In 2009, Brock and I hosted a series of workshops at Makaria Farm on how to grow wheat and other grains on a garden scale. Over 50 families from all over the islands participated in the Island Grains workshops. We didn’t realize it at the time, but similar projects were in the works across North America. Canada’s first grain CSA had launched the year before in the Kootenays. A bakery in Massachusetts was handing out grain seeds to its customers for planting, in a community-wide act of guerrilla gardening. Wheat was being planted in the aisles of California vineyards, and public ovens were under construction all over the continent.

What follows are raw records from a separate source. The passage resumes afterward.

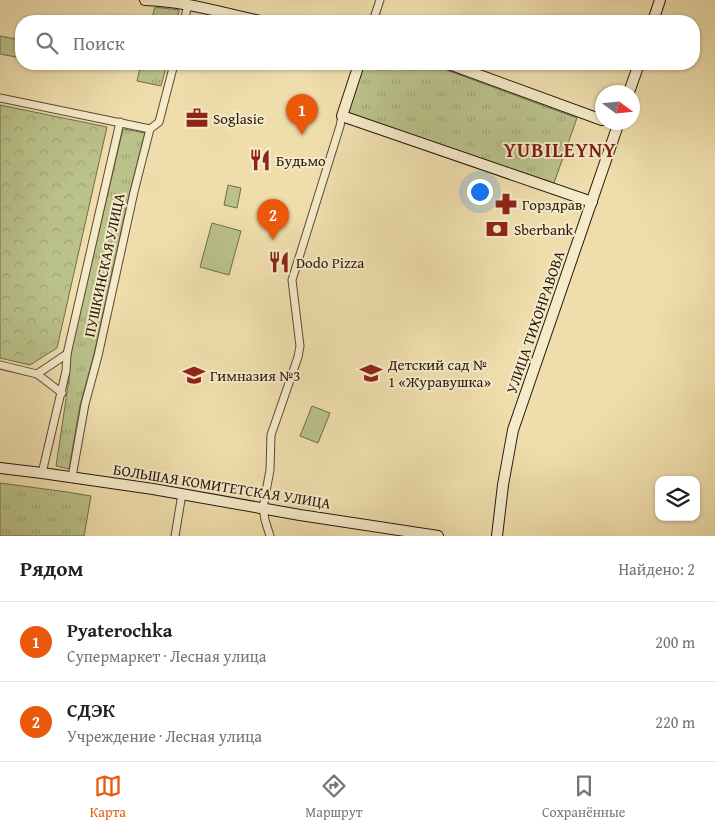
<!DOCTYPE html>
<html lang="ru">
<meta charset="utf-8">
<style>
:root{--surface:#fff;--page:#f6f6f6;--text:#202124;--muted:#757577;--line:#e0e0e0;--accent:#ea580c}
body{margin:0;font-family:"Gentium Book Plus",serif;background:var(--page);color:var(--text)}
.controls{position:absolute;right:15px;bottom:15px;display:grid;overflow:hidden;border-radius:10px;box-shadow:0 1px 4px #0004}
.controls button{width:45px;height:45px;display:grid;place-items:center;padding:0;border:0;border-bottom:1px solid var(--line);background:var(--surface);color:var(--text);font:25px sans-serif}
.compass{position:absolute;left:595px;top:85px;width:45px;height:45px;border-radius:50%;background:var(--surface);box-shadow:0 1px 4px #0004;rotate:105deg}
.you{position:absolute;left:479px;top:191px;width:18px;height:18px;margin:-12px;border:4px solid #fff;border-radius:50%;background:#1a73e8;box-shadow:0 0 0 8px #1a73e833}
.badge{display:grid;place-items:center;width:32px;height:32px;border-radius:50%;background:var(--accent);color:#fff;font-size:16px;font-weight:700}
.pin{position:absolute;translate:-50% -41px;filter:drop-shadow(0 1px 2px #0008)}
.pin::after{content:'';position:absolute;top:26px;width:18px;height:15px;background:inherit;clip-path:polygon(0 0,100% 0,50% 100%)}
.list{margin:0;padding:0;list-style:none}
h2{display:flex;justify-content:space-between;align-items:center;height:65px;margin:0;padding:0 20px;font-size:21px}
h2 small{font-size:16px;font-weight:400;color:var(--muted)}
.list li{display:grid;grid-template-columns:32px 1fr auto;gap:15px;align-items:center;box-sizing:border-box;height:80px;padding:0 20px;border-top:1px solid var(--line)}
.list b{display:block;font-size:19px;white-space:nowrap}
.list p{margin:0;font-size:16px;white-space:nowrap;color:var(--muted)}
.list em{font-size:16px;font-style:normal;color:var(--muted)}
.icon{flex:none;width:28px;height:28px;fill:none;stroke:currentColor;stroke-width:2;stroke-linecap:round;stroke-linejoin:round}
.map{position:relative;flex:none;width:715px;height:536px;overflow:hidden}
.search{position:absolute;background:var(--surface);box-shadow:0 1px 4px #0004;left:15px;right:15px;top:15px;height:55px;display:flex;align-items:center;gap:12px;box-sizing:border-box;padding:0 18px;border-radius:20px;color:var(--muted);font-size:19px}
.sheet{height:225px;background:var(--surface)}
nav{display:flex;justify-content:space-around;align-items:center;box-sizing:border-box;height:70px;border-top:1px solid var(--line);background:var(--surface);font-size:14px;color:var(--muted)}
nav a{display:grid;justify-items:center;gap:2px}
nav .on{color:var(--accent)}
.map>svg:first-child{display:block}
.grass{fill:url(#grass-tufts);stroke:#716d4b}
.forest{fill:url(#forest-crowns);stroke:#716d4b}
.pitch{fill:#bac189;stroke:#716d4b}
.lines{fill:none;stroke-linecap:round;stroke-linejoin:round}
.street-casing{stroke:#5a4a35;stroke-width:9}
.secondary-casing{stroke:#28190d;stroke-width:12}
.street{stroke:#f5eac9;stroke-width:7}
.secondary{stroke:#f5eac9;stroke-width:10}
.labels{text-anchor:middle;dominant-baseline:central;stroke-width:4;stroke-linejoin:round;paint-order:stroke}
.poi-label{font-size:15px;fill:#28190d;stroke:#f5eac9;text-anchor:start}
.street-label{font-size:15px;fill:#28190d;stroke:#f5eac9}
.district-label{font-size:20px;font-weight:bold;letter-spacing:1px;fill:#7a1f14;stroke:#f5eac9}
</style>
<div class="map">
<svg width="715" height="536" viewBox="0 0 715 536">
<defs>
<pattern id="grass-tufts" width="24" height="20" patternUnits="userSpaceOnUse" patternTransform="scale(1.25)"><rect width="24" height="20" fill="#bac189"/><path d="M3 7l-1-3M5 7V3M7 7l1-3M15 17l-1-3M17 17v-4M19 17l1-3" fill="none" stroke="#a0a575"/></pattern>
<pattern id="forest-crowns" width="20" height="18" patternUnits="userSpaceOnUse" patternTransform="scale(1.25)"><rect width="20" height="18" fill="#bac189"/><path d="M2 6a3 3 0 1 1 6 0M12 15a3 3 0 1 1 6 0" fill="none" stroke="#a0a575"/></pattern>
</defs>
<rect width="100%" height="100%" fill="#efdeac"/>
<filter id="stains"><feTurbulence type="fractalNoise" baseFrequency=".004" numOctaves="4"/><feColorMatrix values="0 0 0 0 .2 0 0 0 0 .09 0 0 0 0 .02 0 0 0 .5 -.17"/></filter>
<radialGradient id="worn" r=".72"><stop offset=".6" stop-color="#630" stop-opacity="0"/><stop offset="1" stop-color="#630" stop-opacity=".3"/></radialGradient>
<g class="grass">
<path d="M155,7L179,10L177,21H151Z"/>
<path d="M0,36L21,40V58L0,54Z"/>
<path d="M141,64H167L161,86L137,81Z"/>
<path d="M363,64H430L577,118L554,183L346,112Z"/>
<path d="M123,129L145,133L130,191L94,354L80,405L69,469L56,466L69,379L71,351Z"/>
<path d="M0,483L67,492L91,496L84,536H0Z"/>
</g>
<path class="forest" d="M0,105L107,127L57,348L30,365L0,358Z"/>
<g class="pitch">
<path d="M228,185L241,188L237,208L224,205Z"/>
<path d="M212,223L241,231L229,275L200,267Z"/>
<path d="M312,406L330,413L318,443L300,436Z"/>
</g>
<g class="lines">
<g class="street-casing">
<g id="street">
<path d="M184,21L188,5"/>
<path d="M373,21L380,0"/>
<path d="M0,98L150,129"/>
<path d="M0,365L37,374L62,393"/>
<path d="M37,374L67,354"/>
<path d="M42,473L66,371L67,354L120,122"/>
<path d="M72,477L85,404L98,356L134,192L150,129L159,122L174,64"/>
<path d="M175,536L182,494"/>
<path d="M270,536L265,520L263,508L270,470L271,435L298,357L300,346L292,280L340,126L342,116"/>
</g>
</g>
<g class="secondary-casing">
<g id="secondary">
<path d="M145,0C184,1 222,13 260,21"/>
<path d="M653,21L660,0"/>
<path d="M359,64L342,116L592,202"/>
<path d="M449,64L602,120"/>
<path d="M629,92L639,64"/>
<path d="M0,468L42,473L153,489L300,515L438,536"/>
<path d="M497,536L503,485L513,430L619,122"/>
</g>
</g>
<use href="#street" class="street"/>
<use href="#secondary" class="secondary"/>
</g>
<defs>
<g id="office-bare" transform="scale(1.725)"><path d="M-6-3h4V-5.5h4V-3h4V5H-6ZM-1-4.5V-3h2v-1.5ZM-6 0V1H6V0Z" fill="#8f2418" stroke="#f5eac9" stroke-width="2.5" paint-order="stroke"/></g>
<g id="restaurant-bare" transform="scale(1.725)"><path d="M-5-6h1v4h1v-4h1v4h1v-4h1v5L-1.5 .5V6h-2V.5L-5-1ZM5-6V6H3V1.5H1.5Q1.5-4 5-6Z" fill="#8f2418" stroke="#f5eac9" stroke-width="2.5" paint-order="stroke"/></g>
<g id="pharmacy-bare" transform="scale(1.725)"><path d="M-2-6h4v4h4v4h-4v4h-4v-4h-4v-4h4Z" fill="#8f2418" stroke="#f5eac9" stroke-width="2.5" paint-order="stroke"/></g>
<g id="bank-bare" transform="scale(1.725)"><path d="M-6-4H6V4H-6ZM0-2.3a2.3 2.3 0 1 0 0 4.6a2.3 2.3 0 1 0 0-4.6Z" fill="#8f2418" stroke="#f5eac9" stroke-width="2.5" paint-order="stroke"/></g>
<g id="school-bare" transform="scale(1.725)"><path d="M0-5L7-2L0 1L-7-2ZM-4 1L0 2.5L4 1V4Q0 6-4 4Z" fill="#8f2418" stroke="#f5eac9" stroke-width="2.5" paint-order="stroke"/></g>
</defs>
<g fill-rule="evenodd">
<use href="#office-bare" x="197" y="118"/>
<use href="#restaurant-bare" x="260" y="160"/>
<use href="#pharmacy-bare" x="506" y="204"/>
<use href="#bank-bare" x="497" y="229"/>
<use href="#restaurant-bare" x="279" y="262"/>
<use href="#school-bare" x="371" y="373"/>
<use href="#school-bare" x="194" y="375"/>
</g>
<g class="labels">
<g class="poi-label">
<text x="213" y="118">Soglasie</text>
<text x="276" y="160">Будьмо</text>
<text x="522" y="204">Горздрав</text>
<text x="514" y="229">Sberbank</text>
<text x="296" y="262">Dodo Pizza</text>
<text x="388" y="364">Детский сад №<tspan x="388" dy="17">1 «Журавушка»</tspan></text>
<text x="210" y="375">Гимназия №3</text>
</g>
<g class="street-label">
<text transform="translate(104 265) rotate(-78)">ПУШКИНСКАЯ УЛИЦА</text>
<text transform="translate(535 322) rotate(-71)">УЛИЦА ТИХОНРАВОВА</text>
<text transform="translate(222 486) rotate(9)">БОЛЬШАЯ КОМИТЕТСКАЯ УЛИЦА</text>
</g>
<g class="district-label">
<text x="560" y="149">YUBILEYNY</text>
</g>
</g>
<rect width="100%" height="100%" filter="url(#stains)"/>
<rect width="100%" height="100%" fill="url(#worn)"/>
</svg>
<div class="controls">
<button><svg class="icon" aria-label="layers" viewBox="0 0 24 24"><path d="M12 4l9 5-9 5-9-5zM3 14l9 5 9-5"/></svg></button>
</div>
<svg class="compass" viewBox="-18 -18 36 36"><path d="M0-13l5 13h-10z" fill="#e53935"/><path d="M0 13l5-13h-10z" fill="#757577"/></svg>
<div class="you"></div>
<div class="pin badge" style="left:302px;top:135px">1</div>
<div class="pin badge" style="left:273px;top:240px">2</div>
<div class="search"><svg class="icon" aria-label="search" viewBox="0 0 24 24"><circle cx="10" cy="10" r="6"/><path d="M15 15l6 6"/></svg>Поиск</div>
</div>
<section class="sheet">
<h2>Рядом<small>Найдено: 2</small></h2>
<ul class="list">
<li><span class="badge">1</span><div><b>Pyaterochka</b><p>Супермаркет · Лесная улица</p></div><em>200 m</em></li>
<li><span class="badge">2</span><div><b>СДЭК</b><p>Учреждение · Лесная улица</p></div><em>220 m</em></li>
</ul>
</section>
<nav>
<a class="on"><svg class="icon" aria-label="map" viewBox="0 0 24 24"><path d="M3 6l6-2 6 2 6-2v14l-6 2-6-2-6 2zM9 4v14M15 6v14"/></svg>Карта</a>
<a><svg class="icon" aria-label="directions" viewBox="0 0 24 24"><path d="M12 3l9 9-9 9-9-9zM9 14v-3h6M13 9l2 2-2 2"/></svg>Маршрут</a>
<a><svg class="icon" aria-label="saved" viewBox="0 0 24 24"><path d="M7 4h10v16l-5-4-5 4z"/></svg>Сохранённые</a>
</nav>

Early last year, Sarah Simpson and I were asked to investigate this local grain revolution by New Society Publishers. We spent many months interviewing bakers, farmers, environmental activists and other project leaders, and soon realized that these projects weren’t about growing grain: their common goal was actually to build community. Faced with economic recession, climate change and food security challenges, individuals were turning to the most basic skills of civilized society — growing grain and baking bread — as a way to empower themselves and their communities.
Our book, called Uprisings: A Hands-On Guide to the Community Grain Revolution, shares these tales from the front lines in communities from Alaska to Arizona, as well as information on how to grow grain, make bread and perform other revolutionary acts. We hope it will inspire a new wave of uprisings.